**GOAL OF THE EXERCISE**
Exactly the lines from the top of the records below through the one containing "transform-origin:19px; border-radius:19px; background:#fff" must be set down, with no line added or dropped.

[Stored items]
⁂

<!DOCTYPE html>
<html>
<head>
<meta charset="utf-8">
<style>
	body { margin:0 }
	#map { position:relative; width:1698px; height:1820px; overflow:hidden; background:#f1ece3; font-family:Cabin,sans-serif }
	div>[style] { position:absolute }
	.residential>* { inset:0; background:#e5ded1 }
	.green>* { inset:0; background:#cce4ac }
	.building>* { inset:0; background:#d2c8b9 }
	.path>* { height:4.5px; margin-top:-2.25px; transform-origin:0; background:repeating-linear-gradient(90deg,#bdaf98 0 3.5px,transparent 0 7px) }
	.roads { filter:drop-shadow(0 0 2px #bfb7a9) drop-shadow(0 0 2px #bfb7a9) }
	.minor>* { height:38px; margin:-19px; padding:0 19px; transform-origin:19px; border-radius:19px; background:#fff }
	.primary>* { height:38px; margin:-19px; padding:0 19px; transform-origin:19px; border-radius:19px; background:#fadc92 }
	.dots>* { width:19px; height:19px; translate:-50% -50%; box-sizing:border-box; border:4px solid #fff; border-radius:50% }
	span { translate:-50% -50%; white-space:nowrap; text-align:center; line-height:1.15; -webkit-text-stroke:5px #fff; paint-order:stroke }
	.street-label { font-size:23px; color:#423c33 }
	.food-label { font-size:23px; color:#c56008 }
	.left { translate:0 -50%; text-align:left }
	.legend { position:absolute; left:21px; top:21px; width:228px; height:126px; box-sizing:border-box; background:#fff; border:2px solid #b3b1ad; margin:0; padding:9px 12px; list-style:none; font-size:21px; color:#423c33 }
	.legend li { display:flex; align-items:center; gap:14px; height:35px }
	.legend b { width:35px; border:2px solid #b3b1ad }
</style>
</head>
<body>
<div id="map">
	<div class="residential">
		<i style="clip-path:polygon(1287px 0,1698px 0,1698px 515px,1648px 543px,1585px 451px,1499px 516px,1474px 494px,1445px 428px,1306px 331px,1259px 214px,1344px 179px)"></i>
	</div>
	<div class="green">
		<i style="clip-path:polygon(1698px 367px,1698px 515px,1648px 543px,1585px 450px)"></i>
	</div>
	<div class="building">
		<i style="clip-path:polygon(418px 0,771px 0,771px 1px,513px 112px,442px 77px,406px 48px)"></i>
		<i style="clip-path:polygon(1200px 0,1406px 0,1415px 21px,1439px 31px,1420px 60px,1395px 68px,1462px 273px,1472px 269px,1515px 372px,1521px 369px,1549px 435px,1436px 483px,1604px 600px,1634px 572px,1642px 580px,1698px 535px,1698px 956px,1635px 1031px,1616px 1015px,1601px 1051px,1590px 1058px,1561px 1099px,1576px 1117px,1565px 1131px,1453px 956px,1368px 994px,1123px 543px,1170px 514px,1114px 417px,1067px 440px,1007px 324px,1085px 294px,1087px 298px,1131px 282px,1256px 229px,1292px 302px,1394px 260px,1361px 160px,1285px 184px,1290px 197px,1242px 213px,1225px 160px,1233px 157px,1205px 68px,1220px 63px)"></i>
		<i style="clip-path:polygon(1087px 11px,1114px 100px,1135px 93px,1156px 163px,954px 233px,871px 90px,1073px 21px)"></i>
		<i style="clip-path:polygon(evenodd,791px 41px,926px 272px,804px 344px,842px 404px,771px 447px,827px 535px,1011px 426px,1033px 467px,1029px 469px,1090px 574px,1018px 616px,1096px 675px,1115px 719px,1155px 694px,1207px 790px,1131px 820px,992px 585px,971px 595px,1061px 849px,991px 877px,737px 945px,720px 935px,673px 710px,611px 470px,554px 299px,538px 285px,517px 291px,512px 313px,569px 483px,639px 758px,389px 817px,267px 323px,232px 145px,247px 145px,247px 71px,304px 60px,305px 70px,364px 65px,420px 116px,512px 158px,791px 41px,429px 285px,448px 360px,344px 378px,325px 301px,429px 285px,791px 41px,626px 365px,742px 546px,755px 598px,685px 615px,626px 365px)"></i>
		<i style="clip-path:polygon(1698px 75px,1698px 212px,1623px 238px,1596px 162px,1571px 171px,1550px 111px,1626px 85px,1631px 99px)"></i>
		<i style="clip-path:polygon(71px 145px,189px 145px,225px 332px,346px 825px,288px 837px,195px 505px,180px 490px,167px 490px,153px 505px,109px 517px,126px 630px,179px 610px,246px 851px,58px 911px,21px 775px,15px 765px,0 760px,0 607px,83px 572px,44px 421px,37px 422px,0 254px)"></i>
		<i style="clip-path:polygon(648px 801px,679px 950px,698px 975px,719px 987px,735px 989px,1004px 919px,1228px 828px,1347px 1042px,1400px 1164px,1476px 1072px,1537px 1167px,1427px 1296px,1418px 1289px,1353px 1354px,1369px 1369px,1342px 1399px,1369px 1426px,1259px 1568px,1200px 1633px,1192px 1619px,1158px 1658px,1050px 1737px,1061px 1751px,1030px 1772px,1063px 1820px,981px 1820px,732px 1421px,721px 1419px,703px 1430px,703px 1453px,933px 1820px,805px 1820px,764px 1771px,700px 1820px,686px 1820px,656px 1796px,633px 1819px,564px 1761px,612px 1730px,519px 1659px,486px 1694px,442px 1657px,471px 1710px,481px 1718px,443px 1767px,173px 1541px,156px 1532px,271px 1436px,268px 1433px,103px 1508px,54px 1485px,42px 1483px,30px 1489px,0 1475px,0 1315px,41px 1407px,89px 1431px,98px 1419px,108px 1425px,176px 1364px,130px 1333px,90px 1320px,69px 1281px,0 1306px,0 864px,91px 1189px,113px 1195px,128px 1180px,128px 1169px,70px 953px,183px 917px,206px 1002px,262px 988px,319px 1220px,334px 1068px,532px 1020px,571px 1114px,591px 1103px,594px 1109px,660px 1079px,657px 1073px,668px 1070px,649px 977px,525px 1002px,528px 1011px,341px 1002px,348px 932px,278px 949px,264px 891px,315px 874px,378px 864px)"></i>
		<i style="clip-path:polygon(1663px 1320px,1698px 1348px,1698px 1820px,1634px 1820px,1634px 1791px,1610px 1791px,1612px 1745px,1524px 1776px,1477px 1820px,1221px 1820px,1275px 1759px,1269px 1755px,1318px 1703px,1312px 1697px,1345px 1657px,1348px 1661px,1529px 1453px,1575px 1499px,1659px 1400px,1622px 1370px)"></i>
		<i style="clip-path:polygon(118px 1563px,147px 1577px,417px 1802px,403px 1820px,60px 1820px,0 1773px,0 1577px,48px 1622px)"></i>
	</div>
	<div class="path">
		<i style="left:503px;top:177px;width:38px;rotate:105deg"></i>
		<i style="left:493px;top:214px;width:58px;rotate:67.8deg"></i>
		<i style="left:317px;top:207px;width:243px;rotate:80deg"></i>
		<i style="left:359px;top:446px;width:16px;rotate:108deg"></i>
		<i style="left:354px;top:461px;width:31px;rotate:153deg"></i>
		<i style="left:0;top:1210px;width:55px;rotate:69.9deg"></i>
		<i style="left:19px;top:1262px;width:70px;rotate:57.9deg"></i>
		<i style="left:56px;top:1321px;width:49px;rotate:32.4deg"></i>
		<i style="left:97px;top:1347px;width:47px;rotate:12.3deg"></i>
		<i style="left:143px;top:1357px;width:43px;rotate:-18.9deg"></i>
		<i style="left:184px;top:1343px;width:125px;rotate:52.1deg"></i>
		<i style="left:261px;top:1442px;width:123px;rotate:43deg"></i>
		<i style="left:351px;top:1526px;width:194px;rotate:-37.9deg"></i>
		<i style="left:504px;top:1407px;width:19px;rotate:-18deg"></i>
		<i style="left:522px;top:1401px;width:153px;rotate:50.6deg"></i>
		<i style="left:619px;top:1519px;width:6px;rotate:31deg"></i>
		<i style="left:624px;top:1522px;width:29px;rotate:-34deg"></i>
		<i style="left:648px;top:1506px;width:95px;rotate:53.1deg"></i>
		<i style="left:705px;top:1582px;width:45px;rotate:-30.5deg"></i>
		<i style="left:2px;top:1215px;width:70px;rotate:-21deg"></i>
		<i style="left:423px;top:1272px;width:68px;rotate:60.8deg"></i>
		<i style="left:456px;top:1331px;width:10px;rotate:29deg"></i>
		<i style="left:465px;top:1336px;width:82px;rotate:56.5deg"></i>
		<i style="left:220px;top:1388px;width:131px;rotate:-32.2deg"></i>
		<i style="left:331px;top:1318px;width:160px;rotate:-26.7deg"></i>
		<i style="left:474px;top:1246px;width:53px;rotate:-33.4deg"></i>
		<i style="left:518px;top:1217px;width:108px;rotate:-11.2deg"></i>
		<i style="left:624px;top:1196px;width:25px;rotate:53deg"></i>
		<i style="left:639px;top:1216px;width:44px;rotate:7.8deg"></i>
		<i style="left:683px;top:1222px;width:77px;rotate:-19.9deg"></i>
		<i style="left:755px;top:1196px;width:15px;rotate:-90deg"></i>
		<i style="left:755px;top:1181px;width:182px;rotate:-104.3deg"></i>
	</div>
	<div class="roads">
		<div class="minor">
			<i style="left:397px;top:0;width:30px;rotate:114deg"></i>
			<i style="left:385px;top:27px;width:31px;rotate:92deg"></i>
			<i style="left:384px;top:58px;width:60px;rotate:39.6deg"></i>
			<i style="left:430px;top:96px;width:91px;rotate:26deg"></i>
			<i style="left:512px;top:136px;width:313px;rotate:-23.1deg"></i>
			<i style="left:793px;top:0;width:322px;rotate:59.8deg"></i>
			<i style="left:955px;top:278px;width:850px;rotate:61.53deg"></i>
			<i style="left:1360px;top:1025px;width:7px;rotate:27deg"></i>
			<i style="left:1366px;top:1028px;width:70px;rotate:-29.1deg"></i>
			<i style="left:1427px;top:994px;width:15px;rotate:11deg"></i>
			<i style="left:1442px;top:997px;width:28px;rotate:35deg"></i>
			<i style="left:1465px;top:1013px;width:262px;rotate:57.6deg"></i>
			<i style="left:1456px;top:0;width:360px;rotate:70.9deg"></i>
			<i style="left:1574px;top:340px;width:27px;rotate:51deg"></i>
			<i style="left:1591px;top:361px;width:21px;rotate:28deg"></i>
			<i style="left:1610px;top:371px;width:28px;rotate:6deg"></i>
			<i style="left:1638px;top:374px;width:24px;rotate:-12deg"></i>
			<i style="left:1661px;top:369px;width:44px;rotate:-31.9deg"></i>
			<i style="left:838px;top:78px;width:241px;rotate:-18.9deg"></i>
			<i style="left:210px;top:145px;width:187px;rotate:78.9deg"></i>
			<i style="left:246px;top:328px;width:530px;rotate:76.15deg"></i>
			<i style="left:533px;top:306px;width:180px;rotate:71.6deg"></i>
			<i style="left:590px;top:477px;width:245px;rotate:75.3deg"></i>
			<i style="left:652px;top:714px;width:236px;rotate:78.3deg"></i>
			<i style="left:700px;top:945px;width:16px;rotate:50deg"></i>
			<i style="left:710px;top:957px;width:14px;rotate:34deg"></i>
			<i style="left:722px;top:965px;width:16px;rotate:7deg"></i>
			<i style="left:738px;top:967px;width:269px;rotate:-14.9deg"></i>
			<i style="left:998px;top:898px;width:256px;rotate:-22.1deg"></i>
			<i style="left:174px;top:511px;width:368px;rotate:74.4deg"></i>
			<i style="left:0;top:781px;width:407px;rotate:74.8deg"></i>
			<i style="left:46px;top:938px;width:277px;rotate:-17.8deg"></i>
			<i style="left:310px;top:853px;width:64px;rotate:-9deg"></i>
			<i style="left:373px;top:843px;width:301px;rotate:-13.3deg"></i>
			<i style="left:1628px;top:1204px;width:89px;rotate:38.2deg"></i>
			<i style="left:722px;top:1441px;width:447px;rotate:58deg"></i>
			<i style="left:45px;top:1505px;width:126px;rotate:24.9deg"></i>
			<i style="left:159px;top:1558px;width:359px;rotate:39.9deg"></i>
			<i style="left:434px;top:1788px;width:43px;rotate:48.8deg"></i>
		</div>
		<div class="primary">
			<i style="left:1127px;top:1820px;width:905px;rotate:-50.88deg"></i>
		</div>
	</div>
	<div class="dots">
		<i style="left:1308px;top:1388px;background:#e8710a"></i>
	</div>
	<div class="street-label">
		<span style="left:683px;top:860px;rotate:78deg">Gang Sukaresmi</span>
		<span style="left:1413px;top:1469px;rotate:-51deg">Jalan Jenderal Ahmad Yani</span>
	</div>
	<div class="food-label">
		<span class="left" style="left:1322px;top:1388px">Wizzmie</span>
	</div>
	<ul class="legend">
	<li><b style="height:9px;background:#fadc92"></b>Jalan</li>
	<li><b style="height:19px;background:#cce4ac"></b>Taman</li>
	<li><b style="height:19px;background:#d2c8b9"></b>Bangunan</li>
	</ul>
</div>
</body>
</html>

⁂

**REPLY TO THE TASK**
<!DOCTYPE html>
<html>
<head>
<meta charset="utf-8">
<style>
	body { margin:0 }
	#map { position:relative; width:1698px; height:1820px; overflow:hidden; background:#f1ece3; font-family:Cabin,sans-serif }
	div>[style] { position:absolute }
	.residential>* { inset:0; background:#e5ded1 }
	.green>* { inset:0; background:#cce4ac }
	.building>* { inset:0; background:#d2c8b9 }
	.path>* { height:4.5px; margin-top:-2.25px; transform-origin:0; background:repeating-linear-gradient(90deg,#bdaf98 0 3.5px,transparent 0 7px) }
	.roads { filter:drop-shadow(0 0 2px #bfb7a9) drop-shadow(0 0 2px #bfb7a9) }
	.minor>* { height:38px; margin:-19px; padding:0 19px; transform-origin:19px; border-radius:19px; background:#fff }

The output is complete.